BEGIN

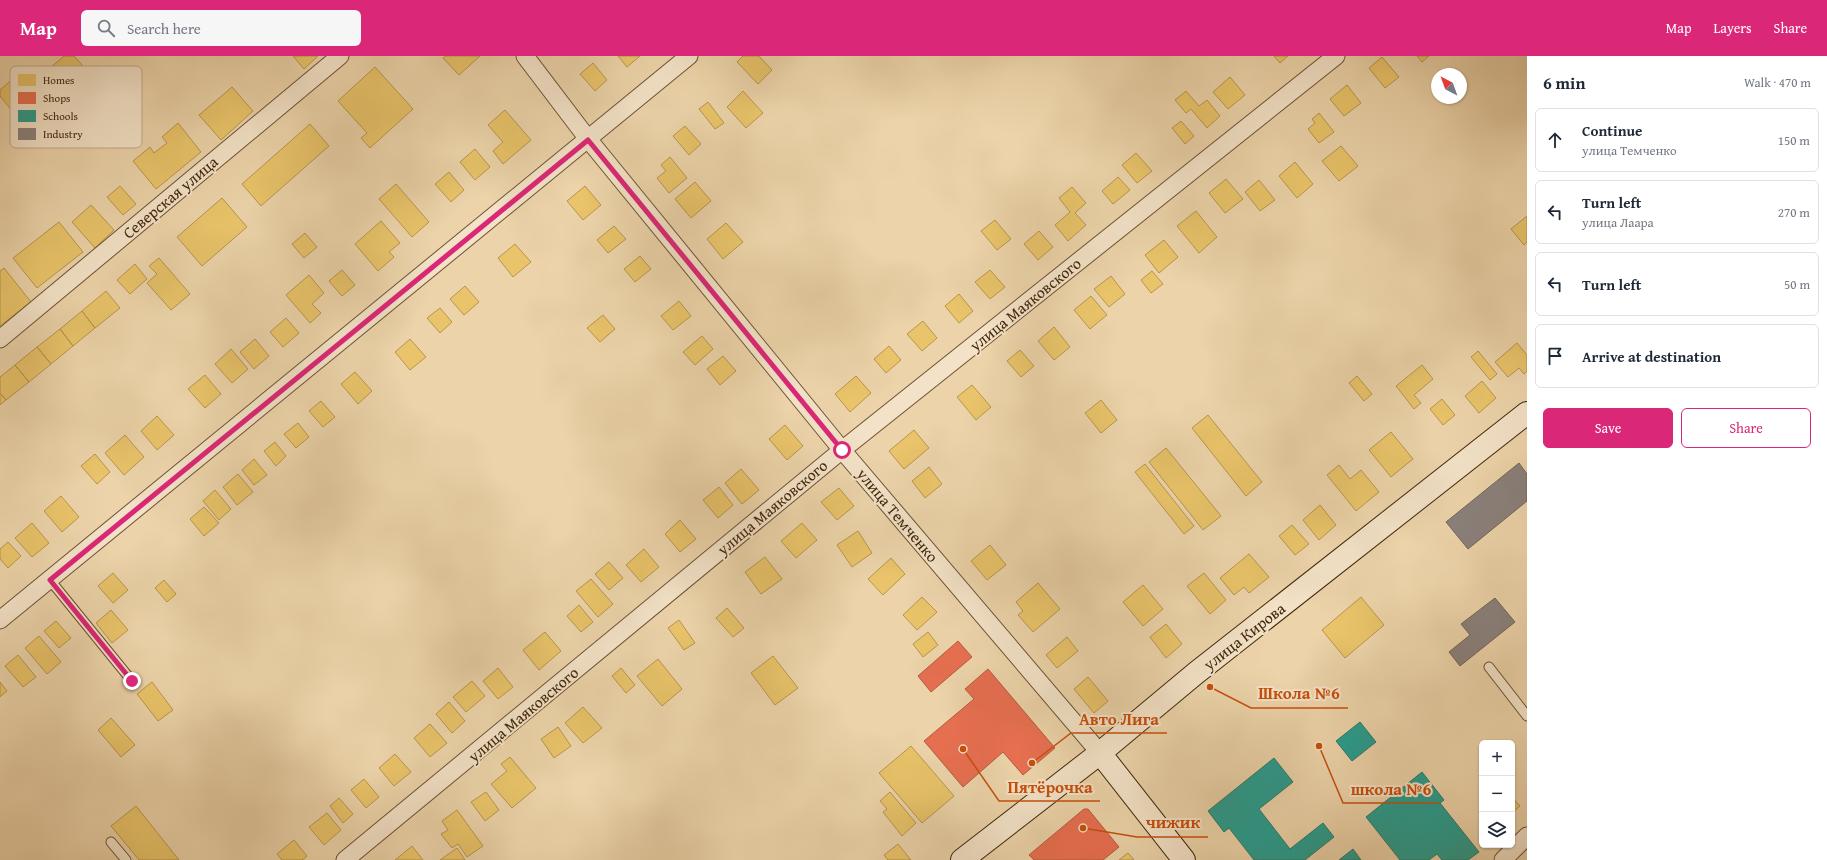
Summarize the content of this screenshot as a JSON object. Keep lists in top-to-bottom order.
{
  "streets": {
    "main road": ["улица Темченко", "улица Кирова"],
    "street": ["Северская улица", "улица Маяковского"]
  },
  "crossings": [
    ["улица Маяковского", "улица Темченко"],
    ["улица Темченко", "улица Кирова"]
  ],
  "places": [
    "Школа №6",
    "школа №6",
    "Пятёрочка",
    "Авто Лига",
    "чижик"
  ],
  "legend": [
    "Homes",
    "Shops",
    "Schools",
    "Industry"
  ],
  "north": "top left",
  "page": {
    "header": "Map",
    "search": "Search here",
    "nav": ["Map", "Layers", "Share"],
    "heading": ["6 min", "Walk · 470 m"],
    "list": [
      ["Continue", "улица Темченко", "150 m"],
      ["Turn left", "улица Лаара", "270 m"],
      ["Turn left", "50 m"],
      "Arrive at destination"
    ],
    "buttons": ["Save", "Share"],
    "map_buttons": ["+", "−"]
  }
}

END

Problem>
Please repeat every line of the material above exactly and without its pictures.

Answer space>
Summarize the content of this screenshot as a JSON object. Keep lists in top-to-bottom order.
{
  "streets": {
    "main road": ["улица Темченко", "улица Кирова"],
    "street": ["Северская улица", "улица Маяковского"]
  },
  "crossings": [
    ["улица Маяковского", "улица Темченко"],
    ["улица Темченко", "улица Кирова"]
  ],
  "places": [
    "Школа №6",
    "школа №6",
    "Пятёрочка",
    "Авто Лига",
    "чижик"
  ],
  "legend": [
    "Homes",
    "Shops",
    "Schools",
    "Industry"
  ],
  "north": "top left",
  "page": {
    "header": "Map",
    "search": "Search here",
    "nav": ["Map", "Layers", "Share"],
    "heading": ["6 min", "Walk · 470 m"],
    "list": [
      ["Continue", "улица Темченко", "150 m"],
      ["Turn left", "улица Лаара", "270 m"],
      ["Turn left", "50 m"],
      "Arrive at destination"
    ],
    "buttons": ["Save", "Share"],
    "map_buttons": ["+", "−"]
  }
}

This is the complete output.